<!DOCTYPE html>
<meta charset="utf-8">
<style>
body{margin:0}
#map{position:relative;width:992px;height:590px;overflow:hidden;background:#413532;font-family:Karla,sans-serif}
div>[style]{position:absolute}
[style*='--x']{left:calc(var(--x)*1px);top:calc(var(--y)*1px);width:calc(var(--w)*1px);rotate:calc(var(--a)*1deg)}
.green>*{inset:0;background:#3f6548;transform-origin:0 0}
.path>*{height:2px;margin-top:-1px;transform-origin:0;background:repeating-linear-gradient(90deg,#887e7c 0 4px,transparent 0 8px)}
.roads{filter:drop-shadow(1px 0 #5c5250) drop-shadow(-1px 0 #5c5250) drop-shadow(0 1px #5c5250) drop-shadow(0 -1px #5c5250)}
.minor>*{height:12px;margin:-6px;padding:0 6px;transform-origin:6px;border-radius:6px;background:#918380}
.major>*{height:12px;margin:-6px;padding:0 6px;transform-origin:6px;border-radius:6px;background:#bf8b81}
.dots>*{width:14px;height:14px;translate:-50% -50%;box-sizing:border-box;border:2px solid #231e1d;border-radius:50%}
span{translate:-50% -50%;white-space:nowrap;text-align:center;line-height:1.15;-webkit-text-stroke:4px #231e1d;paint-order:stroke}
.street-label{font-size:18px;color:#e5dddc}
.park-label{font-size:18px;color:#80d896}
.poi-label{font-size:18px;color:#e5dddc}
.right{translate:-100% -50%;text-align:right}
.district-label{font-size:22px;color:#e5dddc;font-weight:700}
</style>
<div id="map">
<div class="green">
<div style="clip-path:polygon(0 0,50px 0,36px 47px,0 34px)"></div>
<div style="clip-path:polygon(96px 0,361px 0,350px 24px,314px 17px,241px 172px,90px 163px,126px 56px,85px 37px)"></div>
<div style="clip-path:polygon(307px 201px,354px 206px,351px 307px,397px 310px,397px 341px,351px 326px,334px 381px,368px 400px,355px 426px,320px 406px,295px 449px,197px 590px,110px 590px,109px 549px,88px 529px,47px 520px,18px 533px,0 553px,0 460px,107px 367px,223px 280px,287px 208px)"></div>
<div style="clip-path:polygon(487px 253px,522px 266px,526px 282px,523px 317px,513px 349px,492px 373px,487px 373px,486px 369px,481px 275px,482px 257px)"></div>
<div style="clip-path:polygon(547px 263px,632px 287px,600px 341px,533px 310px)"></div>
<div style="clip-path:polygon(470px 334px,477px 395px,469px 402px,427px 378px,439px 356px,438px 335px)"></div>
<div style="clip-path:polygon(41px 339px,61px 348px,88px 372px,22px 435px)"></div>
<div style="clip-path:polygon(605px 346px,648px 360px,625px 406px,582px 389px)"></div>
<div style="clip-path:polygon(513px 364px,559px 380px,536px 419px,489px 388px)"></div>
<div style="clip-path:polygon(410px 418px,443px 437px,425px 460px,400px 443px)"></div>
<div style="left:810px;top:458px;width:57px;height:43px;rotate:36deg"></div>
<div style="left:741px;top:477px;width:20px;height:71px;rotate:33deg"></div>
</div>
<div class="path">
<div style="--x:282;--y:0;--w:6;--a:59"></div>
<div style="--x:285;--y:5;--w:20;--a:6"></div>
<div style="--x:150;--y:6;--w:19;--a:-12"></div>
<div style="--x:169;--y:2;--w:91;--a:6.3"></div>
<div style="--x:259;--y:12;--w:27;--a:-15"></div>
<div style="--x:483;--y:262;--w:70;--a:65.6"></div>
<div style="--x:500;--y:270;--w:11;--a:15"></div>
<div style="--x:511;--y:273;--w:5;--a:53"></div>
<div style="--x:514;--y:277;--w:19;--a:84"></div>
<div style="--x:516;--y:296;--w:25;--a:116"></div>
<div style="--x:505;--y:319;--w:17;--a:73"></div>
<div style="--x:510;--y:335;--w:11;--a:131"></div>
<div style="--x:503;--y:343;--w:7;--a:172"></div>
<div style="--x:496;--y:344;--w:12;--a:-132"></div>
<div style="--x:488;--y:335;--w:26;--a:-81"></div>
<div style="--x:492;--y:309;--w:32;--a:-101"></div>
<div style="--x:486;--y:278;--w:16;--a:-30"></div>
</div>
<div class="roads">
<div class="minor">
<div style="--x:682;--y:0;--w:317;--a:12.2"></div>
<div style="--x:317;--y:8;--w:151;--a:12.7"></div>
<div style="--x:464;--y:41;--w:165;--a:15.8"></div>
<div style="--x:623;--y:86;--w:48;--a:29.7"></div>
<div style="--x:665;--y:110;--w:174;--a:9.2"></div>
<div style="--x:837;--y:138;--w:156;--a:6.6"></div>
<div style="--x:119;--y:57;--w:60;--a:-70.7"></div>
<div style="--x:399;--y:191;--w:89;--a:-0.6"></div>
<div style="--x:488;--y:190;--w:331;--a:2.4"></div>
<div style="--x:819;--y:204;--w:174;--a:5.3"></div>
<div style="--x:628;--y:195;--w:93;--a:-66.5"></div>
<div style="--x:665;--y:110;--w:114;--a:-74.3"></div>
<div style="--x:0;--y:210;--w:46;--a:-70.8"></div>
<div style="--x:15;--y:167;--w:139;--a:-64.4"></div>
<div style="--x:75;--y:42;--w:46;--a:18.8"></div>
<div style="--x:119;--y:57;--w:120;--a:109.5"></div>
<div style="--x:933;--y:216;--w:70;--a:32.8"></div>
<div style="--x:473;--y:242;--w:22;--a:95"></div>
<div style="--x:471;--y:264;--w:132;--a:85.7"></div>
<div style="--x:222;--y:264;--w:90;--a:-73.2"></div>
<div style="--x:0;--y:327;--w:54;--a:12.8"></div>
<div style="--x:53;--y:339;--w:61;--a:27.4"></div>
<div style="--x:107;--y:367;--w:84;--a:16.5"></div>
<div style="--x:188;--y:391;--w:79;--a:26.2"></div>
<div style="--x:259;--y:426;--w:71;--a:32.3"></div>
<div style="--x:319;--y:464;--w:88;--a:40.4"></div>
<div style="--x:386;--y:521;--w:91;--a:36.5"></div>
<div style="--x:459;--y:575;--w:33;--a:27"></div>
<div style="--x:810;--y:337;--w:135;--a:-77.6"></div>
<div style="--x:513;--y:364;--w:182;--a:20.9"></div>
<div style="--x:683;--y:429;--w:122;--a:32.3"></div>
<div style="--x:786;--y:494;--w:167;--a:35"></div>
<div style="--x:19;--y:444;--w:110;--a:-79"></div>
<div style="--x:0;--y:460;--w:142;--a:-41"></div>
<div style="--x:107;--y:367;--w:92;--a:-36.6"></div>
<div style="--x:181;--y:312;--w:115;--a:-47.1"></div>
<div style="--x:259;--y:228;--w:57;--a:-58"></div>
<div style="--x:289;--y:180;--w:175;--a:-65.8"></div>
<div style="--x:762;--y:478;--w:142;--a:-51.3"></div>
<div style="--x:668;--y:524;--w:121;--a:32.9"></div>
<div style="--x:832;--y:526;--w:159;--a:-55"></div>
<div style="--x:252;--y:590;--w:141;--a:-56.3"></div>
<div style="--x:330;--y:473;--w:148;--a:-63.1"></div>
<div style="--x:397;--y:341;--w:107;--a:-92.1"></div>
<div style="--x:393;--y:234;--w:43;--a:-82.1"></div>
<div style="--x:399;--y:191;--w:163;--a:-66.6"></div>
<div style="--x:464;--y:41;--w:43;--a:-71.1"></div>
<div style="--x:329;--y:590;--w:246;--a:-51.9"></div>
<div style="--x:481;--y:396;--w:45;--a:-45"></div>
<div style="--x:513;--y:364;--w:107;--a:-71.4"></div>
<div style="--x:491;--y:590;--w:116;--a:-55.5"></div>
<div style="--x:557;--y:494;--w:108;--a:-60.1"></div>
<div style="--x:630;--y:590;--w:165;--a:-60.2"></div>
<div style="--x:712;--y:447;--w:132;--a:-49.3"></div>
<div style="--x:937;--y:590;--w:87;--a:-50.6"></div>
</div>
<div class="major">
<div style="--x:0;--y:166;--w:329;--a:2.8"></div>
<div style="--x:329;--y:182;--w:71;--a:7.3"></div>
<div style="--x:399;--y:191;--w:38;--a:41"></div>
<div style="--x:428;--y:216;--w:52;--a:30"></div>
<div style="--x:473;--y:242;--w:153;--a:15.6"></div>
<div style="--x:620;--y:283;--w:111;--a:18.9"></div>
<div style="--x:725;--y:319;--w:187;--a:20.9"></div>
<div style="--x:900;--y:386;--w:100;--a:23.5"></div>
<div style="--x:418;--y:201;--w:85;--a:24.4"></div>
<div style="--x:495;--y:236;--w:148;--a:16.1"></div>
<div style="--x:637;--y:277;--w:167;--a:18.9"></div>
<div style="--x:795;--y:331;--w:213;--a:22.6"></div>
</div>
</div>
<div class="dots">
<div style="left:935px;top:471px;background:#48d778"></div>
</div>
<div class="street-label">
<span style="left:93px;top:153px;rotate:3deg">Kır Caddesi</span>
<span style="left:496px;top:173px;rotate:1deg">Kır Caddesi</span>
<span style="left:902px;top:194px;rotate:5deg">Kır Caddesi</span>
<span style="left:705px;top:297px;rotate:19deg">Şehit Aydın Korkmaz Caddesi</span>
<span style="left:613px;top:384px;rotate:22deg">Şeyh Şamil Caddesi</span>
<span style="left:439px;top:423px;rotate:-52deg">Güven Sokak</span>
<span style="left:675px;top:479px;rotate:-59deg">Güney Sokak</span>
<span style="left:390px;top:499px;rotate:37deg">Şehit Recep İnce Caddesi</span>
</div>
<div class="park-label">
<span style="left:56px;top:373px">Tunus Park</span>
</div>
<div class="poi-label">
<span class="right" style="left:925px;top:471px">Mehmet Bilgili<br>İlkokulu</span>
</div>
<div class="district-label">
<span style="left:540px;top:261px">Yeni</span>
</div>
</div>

Task to carry out:
List the lines of the material in which the word "green" occurs.

Response area:
.green>*{inset:0;background:#3f6548;transform-origin:0 0}
<div class="green">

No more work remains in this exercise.